Records to process START

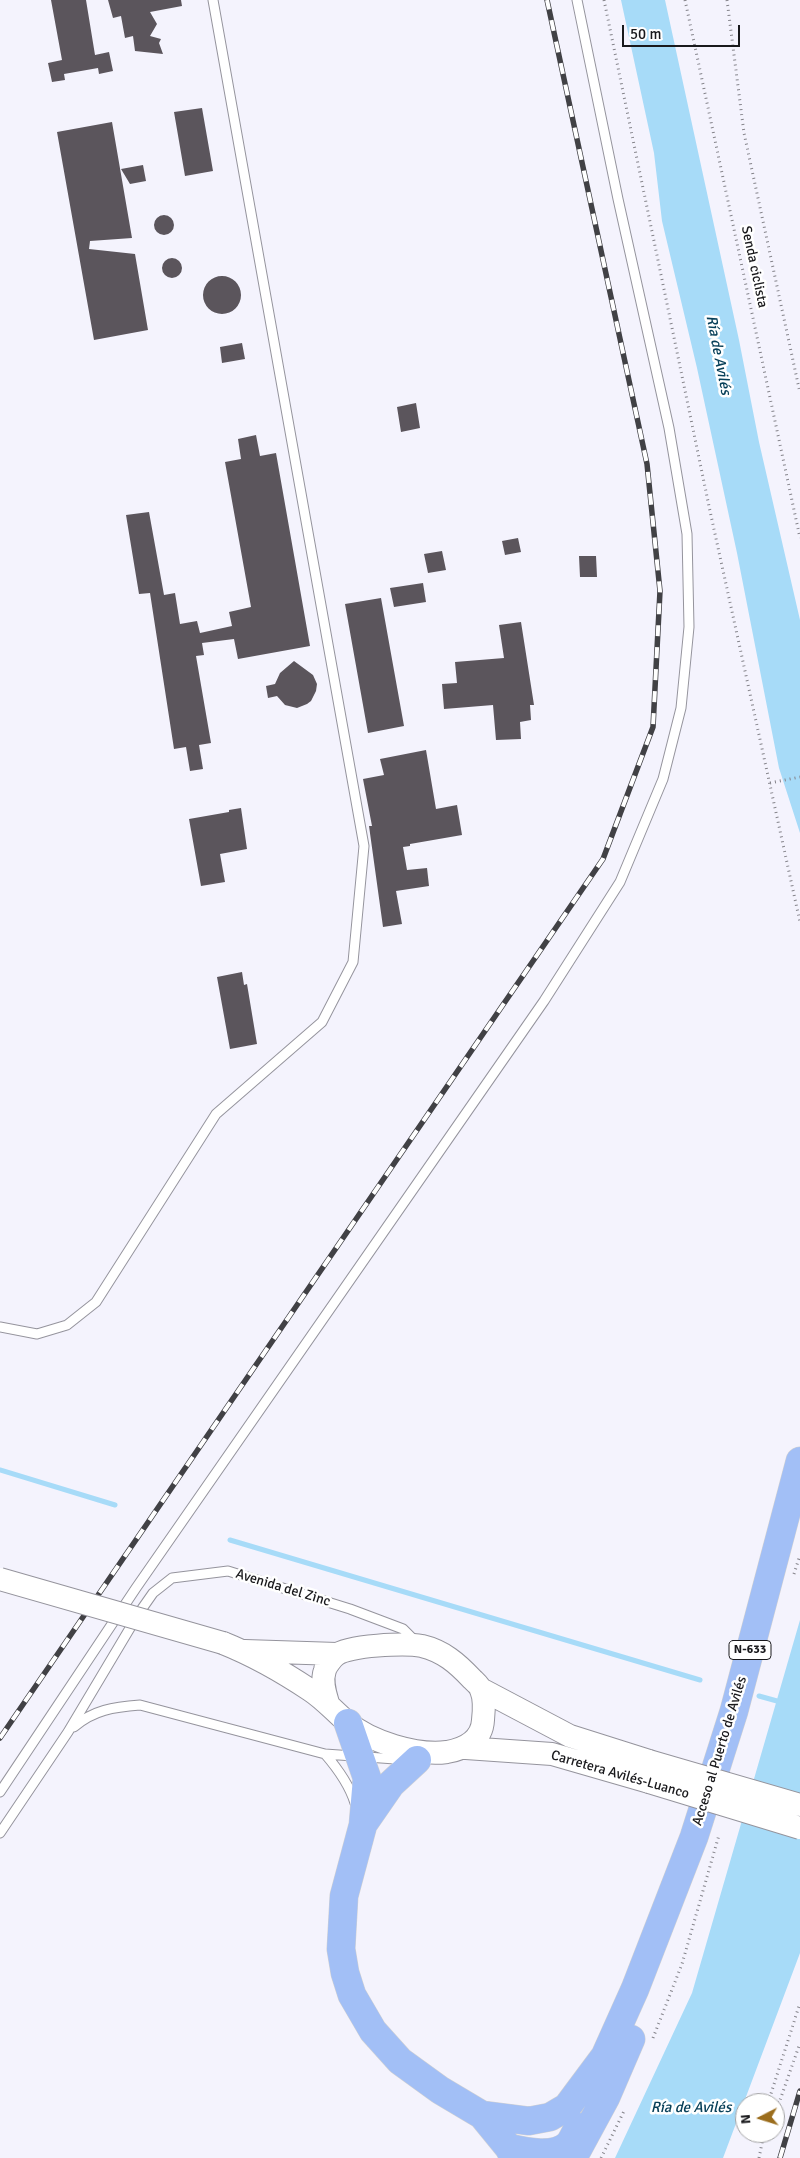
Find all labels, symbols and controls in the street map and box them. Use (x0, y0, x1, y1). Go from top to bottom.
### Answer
scale bar (625, 15, 742, 47)
text: 50 m (630, 25, 661, 43)
street label: Senda ciclista (737, 225, 771, 309)
water label: Ría de Avilés (701, 314, 735, 396)
street label: Avenida del Zinc (234, 1566, 332, 1610)
road number: N-633 (729, 1640, 771, 1660)
street label: Acceso al Puerto de Avilés (689, 1674, 751, 1828)
street label: Carretera Avilés-Luanco (549, 1747, 691, 1803)
north arrow (735, 2093, 785, 2143)
water label: Ría de Avilés (651, 2099, 731, 2117)
text: N (737, 2114, 754, 2125)

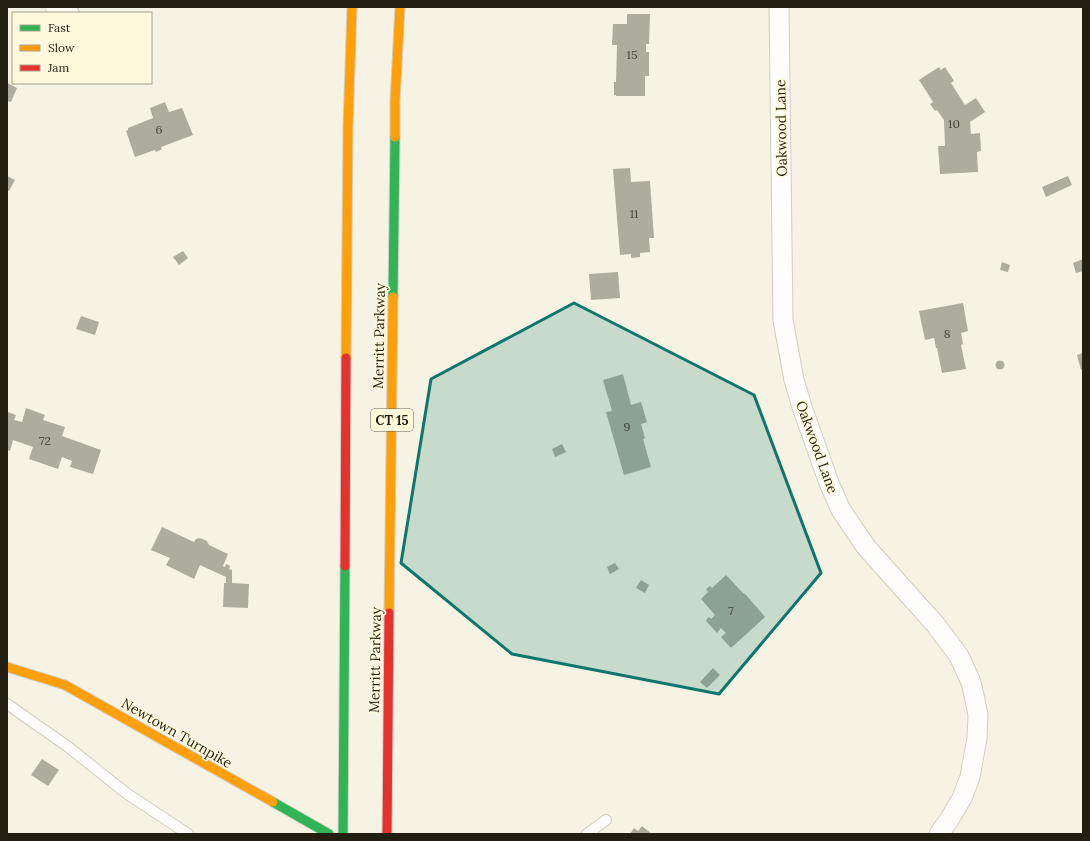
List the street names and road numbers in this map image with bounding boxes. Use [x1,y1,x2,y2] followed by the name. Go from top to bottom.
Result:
[771,79,791,177] street label: Oakwood Lane
[369,282,389,389] street label: Merritt Parkway
[792,398,842,496] street label: Oakwood Lane
[371,409,413,431] road number: CT 15
[365,606,385,713] street label: Merritt Parkway
[118,694,236,772] street label: Newtown Turnpike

Records to process END

**About this exercise**
Filter the records for the string "bottom" and copy every line that holds it.

**Your response**
Find all labels, symbols and controls in the street map and box them. Use (x0, y0, x1, y1). Go from top to bottom.
List the street names and road numbers in this map image with bounding boxes. Use [x1,y1,x2,y2] followed by the name. Go from top to bottom.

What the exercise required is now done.